Le film mêle adroitement satire sociale et suspense paranoïaque. Il commence dans une tonalité presque comique : les singes découvrent le monde des hommes avec une candeur touchante, Zira s’attire les faveurs du public, ils deviennent des célébrités. Mais rapidement, le ton s’assombrit. Interrogés sur le futur, Zira et Cornelius révèlent, malgré eux, que l’homme est condamné à s’autodétruire, et que les singes, longtemps opprimés, prendront le pouvoir. À partir de là, Hasslein prend peur. Il incarne cette idée terrible : pour éviter que l’humanité ne disparaisse, faut-il éradiquer la menace à sa racine ? Et si cela signifie tuer un enfant à naître, encore innocent, est-ce moralement justifiable ? C’est là que Les Évadés de la planète des singes rejoint les réflexions les plus sombres sur le voyage dans le temps, posant la même question troublante que des films comme Terminator ou la fameuse énigme du "bébé Hitler".

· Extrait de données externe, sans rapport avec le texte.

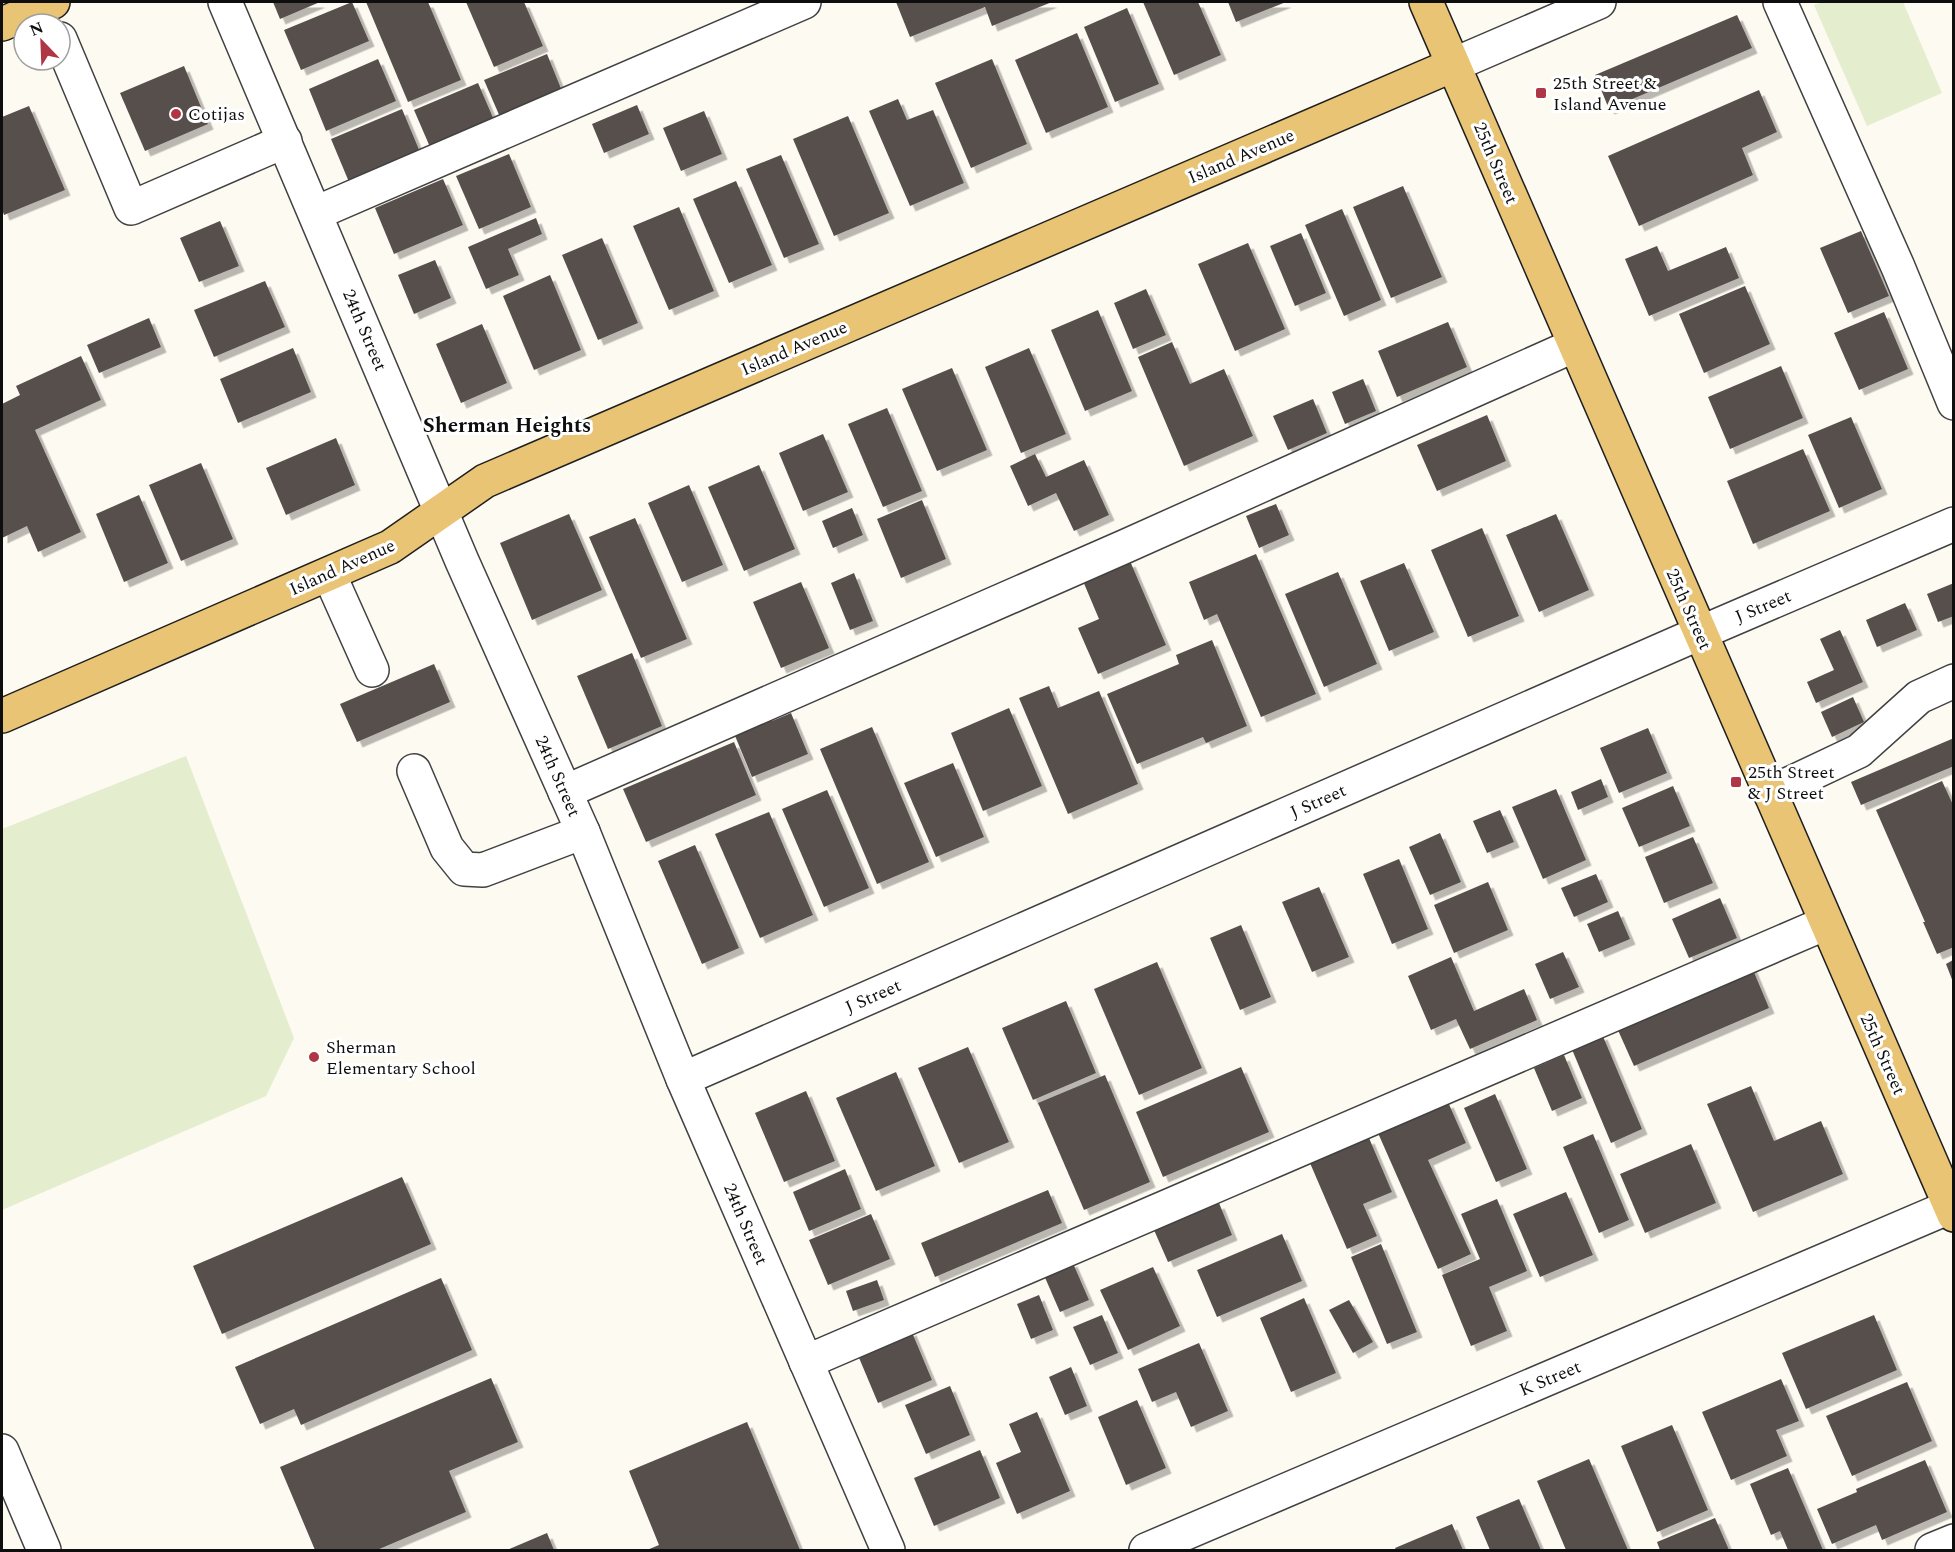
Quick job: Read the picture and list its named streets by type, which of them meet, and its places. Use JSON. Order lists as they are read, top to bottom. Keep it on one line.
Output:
{"streets":{"main road":["Island Avenue","25th Street"],"street":["24th Street","J Street","K Street"]},"crossings":[["Island Avenue","25th Street"],["Island Avenue","24th Street"],["25th Street","J Street"],["25th Street","K Street"],["24th Street","J Street"]],"districts":["Sherman Heights"],"places":{"transit":["25th Street & Island Avenue","25th Street & J Street"],"other":["Cotijas","Sherman Elementary School"]},"north":"top left"}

Ce basculement du comique au tragique est d’une efficacité remarquable. Le scénario, signé Paul Dehn, distille une tension croissante, jusqu’à un final bouleversant dans lequel Cornelius et Zira, traqués comme des bêtes, se sacrifient pour sauver leur bébé. Un sacrifice d’autant plus poignant qu’il est filmé dans une quasi-banlieue, loin des temples et ruines du futur, dans un décor réaliste qui accentue la violence de l’issue. Mais dans un dernier rebondissement, le bébé simiesque, habilement échangé à la naissance, est sauf. Il ouvre la porte à la suite de la saga et, surtout, à une boucle temporelle vertigineuse : c’est ce bébé, César, qui deviendra le futur leader de la révolte des singes dans La Conquête de la planète des singes.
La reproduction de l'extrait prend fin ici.